True feral cats are the offspring of stray or abandoned domestic cats. They live wild and have little contact with people. They fear humansand keep well away from them.
They are regarded as pests by some but farmers and the owners of riding stables value their ability to keep the rodent population under control.
A healthy feral colony is more likely to reduce vermin to an acceptable level. Contrary to the widely held myth that hungry ferals make better hunters well fed ferals have proved to be more effective.
Neutering is beneficial to their health and helps to control the size of the colony. Whilst they are sedated the vet can check their health and treat them for parasites.
C.L.A.W.S. is one of a small umber of cat rescues that help feral cats.
We arrive at the colony and start trapping. This can take some considerable time depending on the number of cats in the colony and how "street (trap) wise” they are.
Intelligent cats get to know the sound of the trap and, even when it is baited with pilchards, resist the temptation of this delicious food.
After a failed attempt it is necessary to leave a 2 /3 week gap before trying again.
Once caught, the cats are blood tested for FeLV / FIV. If the test is negative they are neutered and
vaccinated and returned to the original site or moved to a more suitable location.
Here is an example of the work C.L.A.W.S. undertakes with feral cats.

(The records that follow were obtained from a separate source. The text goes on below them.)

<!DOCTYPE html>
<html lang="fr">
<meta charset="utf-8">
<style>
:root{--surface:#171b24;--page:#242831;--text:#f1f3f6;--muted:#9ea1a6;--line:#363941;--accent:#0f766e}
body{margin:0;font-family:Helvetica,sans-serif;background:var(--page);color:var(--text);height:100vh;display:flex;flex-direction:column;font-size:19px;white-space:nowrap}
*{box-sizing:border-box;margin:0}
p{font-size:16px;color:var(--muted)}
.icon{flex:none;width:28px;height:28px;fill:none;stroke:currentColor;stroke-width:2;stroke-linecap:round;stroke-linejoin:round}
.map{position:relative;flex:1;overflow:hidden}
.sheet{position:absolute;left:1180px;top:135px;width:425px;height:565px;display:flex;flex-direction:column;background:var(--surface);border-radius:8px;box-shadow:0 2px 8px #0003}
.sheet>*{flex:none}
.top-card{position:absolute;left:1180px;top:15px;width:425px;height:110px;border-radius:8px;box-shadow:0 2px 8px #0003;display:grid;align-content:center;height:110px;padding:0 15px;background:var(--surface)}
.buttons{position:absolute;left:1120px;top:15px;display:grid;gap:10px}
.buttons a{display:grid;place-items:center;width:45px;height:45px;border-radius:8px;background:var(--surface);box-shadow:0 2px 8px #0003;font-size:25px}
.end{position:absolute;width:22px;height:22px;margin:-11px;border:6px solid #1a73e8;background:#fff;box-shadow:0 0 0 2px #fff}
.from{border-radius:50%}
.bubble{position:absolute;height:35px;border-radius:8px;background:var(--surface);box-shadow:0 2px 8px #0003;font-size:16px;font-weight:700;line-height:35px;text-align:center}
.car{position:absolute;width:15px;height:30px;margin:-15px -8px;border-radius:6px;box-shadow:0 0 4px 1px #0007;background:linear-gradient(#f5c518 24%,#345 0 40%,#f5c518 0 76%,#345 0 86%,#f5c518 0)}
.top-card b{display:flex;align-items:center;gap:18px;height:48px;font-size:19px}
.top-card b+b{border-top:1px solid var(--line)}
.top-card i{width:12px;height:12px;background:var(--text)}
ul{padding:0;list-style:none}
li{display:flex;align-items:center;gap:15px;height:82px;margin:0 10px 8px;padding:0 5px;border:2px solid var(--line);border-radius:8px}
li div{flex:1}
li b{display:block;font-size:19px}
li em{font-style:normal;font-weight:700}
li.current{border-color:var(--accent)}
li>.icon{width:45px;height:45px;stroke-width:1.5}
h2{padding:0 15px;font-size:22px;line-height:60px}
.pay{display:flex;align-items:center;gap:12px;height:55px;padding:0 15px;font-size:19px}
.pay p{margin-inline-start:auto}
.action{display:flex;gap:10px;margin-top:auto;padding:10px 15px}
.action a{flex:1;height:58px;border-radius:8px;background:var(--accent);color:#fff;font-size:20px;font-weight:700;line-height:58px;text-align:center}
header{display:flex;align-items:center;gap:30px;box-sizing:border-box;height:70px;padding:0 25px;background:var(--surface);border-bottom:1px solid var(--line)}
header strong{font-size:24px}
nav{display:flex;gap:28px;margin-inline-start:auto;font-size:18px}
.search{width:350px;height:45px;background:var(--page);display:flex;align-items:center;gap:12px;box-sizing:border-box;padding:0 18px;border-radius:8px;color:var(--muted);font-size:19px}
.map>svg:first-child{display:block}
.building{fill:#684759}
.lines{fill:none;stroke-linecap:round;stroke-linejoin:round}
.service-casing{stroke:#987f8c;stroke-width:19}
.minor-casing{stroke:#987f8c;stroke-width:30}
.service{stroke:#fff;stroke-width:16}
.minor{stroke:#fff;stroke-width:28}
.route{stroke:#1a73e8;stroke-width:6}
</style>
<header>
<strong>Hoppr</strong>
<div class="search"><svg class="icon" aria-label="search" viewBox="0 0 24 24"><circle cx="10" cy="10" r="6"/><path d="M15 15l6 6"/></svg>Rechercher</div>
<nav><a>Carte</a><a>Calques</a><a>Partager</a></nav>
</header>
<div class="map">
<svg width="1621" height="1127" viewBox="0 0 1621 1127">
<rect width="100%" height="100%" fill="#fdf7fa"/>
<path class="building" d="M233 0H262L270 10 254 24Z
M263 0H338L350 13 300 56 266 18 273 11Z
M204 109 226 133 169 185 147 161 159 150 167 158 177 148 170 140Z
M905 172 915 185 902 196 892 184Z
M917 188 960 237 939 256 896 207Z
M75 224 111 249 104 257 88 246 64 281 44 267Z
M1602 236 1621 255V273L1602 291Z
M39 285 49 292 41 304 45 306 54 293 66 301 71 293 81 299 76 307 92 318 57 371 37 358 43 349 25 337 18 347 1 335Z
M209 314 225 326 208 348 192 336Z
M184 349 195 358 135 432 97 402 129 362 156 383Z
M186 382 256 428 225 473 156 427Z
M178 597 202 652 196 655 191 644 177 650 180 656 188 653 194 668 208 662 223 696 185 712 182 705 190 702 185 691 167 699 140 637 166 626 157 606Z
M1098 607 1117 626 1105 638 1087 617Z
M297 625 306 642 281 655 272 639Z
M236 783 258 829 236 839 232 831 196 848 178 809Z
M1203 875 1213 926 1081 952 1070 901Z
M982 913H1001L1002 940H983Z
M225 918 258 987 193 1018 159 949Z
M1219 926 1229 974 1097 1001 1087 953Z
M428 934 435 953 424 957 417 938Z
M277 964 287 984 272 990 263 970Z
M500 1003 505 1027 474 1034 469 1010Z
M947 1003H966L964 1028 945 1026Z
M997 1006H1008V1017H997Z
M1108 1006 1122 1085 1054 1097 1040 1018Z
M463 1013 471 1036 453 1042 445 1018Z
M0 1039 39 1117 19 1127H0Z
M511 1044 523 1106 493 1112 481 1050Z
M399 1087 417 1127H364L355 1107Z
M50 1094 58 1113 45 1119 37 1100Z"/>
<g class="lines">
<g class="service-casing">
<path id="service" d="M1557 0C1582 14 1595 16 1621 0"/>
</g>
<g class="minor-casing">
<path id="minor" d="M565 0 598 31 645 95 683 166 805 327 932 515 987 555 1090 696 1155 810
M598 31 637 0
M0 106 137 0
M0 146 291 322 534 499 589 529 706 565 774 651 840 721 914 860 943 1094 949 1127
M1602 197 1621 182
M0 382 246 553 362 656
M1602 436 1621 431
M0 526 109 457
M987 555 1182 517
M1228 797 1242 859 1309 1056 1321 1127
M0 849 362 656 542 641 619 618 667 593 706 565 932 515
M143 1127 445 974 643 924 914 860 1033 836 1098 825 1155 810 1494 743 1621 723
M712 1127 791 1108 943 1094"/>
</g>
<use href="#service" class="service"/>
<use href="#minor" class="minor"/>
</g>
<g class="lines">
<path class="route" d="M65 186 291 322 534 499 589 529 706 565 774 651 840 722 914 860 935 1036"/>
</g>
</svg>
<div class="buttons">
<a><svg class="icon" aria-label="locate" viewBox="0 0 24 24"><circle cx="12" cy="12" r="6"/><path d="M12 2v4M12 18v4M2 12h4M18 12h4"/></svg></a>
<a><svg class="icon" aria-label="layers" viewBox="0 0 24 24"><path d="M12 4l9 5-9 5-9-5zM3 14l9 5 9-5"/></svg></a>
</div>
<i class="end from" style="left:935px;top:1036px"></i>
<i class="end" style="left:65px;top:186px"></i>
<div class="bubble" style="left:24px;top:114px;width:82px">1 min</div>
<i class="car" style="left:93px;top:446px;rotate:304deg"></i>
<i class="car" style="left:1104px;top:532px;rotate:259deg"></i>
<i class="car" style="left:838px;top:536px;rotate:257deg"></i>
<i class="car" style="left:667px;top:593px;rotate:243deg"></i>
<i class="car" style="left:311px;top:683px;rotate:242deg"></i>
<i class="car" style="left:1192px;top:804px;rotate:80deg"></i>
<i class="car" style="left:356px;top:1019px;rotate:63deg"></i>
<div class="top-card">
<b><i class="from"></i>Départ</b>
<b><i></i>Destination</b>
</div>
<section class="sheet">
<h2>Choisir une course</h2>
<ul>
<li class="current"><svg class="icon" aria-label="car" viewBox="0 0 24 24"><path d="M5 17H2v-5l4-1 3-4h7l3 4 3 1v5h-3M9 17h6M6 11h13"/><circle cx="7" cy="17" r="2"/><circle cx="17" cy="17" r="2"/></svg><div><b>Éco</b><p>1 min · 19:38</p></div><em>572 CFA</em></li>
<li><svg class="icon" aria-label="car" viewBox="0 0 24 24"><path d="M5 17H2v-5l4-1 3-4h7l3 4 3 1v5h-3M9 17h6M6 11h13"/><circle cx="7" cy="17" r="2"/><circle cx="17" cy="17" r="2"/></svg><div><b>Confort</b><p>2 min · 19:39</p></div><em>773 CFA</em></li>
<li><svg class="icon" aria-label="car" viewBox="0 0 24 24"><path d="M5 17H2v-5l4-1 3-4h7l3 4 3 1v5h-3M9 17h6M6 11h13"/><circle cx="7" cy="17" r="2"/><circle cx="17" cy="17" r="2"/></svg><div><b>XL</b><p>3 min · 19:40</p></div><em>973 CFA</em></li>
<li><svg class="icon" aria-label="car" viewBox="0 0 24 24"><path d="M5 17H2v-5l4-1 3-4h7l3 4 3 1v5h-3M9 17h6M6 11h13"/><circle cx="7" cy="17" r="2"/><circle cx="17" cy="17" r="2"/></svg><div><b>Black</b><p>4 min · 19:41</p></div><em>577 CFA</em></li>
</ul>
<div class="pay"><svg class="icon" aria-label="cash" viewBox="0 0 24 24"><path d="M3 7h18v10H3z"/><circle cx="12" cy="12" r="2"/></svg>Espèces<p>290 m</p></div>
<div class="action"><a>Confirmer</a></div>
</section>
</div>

Three male cats and a mum and four kittens were causing concern in a builder’s yard in Woodley. The foreman was all for "getting rid of them” but the other employees, all big burly men, were concerned for them, especially the kittens. They said rightly that as soon as they started to move about they would be in danger of being run over by the lorries which were in and out of the yard all the time.
It was agreed that the cats should be trapped. When told that they must not be fed the men were appalled ! But it worked ! Two traps and two lots of sardines in tomato sauce and two of the males were caught. The normal routine was resumed for a few days and then by repeating the process the other male was caught.
The mummy cat had made a nest under planks of wood that provided a lean to against a wall. Very gently and quietly the men had been blocking off any escape routes. When the C.L.A.W.S. volunteer arrived mum was feeding the kittens. Once they settled down for a nap she was able to catch all four of them. Then she set the trap for mum. Reticent at first,
anxiety for her babies and the lure of sardines did the trick. All seven of the cats had been successfully trapped.
They were blood tested, neutered and vaccinated. The three males were re-homed on a farm. The four kittens were found homes, two of them with one of the men who worked in the yard. Even mummy cat remembered how nice it was to be loved and cared for and was found a loving home.
C.L..A.W.S. makes no charge for this service.
Please help a homeless cat this winter by providing shelter in your shed, porch, garage or a kennel.
A box lined with straw or a blanket, a bowl of water and a dish of dried cat food will help it stay warm and healthy.